Rachel Salaman: Welcome to this edition of Expert Interview from Mind Tools with me, Rachel Salaman. How much has positivity got to do with great leadership? It makes sense that having a positive attitude in the workplace creates a pleasant atmosphere, but does it actually affect performance levels and, if so, how? To answer these questions, we're going to be delving into a new field of research called Positive Organizational Scholarship, which studies unusually high performing organizations and analyzes how they achieve their exceptional results. One of the founders of this new field of scholarship is Kim Cameron, Professor of Management and Organizations at the University of Michigan's Stephen M Ross School of Business, and Co-Founder of the Center for Positive Organizational Scholarship. He's the co-author or co-editor of ten books, including Positive Leadership: Strategies for Extraordinary Performance published in August 2008. Kim joins me on the line from Michigan. Welcome Kim.
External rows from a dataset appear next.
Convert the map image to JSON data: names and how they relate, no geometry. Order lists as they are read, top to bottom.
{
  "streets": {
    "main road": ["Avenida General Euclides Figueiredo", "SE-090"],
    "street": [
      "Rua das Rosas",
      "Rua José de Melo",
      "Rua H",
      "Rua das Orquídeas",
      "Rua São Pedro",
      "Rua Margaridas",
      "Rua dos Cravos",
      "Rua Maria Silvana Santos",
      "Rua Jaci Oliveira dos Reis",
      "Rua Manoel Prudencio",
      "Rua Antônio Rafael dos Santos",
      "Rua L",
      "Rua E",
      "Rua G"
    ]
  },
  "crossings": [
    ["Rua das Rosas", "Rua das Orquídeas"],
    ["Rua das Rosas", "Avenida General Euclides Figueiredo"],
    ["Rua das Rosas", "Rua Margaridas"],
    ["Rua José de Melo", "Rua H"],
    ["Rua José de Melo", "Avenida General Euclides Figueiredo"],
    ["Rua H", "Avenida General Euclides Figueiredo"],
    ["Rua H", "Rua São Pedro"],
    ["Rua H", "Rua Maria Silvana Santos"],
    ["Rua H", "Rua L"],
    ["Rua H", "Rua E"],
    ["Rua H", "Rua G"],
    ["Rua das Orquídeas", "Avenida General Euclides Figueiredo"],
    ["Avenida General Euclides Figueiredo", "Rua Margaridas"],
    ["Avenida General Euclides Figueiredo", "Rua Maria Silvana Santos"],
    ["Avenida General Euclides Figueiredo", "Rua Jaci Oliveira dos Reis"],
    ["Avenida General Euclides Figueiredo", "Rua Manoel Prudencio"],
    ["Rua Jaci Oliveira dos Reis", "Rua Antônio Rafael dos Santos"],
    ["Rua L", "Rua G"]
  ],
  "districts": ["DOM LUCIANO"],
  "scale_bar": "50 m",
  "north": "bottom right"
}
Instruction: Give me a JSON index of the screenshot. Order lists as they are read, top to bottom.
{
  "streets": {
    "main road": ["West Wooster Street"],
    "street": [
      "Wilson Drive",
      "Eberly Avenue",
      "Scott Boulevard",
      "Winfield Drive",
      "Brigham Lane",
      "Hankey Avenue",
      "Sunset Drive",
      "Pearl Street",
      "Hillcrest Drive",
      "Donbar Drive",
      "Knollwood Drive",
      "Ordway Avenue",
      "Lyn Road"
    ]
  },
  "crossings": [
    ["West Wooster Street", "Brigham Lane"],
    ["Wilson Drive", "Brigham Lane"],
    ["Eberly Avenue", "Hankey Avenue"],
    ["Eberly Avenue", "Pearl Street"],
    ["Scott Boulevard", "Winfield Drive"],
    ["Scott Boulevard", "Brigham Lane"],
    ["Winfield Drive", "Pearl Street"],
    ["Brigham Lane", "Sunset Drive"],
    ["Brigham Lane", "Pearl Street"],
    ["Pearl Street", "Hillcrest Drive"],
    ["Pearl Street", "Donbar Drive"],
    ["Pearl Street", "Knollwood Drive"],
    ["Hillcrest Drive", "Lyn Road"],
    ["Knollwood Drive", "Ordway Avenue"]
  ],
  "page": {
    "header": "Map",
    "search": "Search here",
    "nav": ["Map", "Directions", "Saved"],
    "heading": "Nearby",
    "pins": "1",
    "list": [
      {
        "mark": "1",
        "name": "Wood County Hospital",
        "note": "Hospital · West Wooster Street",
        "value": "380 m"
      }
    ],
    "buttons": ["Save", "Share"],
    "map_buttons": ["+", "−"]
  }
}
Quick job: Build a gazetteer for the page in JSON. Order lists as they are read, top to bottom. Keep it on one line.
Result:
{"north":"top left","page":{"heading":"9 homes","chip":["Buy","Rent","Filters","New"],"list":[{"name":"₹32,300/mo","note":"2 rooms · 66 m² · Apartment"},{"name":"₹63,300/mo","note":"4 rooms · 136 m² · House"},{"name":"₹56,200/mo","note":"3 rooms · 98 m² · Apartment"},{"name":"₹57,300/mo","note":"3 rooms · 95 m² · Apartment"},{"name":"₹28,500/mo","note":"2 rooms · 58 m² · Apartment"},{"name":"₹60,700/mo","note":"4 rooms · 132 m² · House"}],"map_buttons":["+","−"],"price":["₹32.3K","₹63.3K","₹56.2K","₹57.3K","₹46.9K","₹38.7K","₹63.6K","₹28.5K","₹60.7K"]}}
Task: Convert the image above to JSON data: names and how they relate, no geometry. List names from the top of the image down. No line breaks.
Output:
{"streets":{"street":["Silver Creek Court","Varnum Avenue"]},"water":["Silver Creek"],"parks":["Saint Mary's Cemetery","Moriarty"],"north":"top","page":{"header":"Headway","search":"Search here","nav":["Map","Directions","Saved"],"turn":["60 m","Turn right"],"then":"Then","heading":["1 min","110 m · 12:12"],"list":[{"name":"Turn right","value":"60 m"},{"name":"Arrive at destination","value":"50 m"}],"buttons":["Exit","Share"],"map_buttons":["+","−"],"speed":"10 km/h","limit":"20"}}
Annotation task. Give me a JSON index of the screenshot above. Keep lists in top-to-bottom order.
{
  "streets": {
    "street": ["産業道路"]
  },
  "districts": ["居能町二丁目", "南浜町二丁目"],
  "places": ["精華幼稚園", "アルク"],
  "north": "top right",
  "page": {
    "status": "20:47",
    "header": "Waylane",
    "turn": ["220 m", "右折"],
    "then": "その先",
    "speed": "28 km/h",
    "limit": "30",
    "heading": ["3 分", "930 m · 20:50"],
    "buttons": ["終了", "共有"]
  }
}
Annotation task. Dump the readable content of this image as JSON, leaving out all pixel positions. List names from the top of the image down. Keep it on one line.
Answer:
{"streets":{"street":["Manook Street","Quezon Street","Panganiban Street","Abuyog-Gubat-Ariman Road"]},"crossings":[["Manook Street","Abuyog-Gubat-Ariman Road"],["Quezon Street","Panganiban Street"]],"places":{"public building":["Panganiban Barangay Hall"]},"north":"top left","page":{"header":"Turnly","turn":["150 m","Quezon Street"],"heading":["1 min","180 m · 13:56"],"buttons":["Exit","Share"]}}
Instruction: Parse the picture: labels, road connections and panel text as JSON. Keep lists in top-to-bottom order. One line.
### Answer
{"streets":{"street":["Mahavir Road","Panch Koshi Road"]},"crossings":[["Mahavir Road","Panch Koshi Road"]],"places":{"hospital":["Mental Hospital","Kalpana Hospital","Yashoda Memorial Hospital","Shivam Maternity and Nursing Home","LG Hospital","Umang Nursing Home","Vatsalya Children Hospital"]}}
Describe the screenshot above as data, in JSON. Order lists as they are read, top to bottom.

Kim Cameron: Thank you Rachel, it's a delight to be with you.
Rachel Salaman: Thank you very much. So tell us about Positive Organizational Scholarship. Where did it start and why?
Kim Cameron: Positive Organizational Scholarship started as we began noticing unusual patterns or trends in organizations that should have deteriorated in their performance as a result of downsizing. One of the chief findings, from about a dozen years of research on downsizing, is that downsizing causes performance to deteriorate in about 80% of the companies. That is, productivity diminishes, morale diminishes, profitability diminishes, productivity, innovation, all of those things diminish, but that leaves about 20% of the companies that flourish after downsizing. In investigating that 20%, we began identifying very unusual attributes or behaviors or patterns of response to the crisis that they faced and from that investigation emerged a field of study we refer to now as Positive Organizational Scholarship. Positive refers to just an affirmative bias, unusually flourishing behavior. Organizational refers to the organization dynamics; this is not the psyche of individuals, it's not personal attributes, it's the organization's performance itself. And then scholarship means that we are attempting to take a rigorous empirical approach to studying these phenomena, rather than just storytelling or identifying luminary leaders and trying to copy their patterns of behavior. So, this Positive Organizational Scholarship approach is a study of that which is unusually positive and which leads to flourishing outcomes.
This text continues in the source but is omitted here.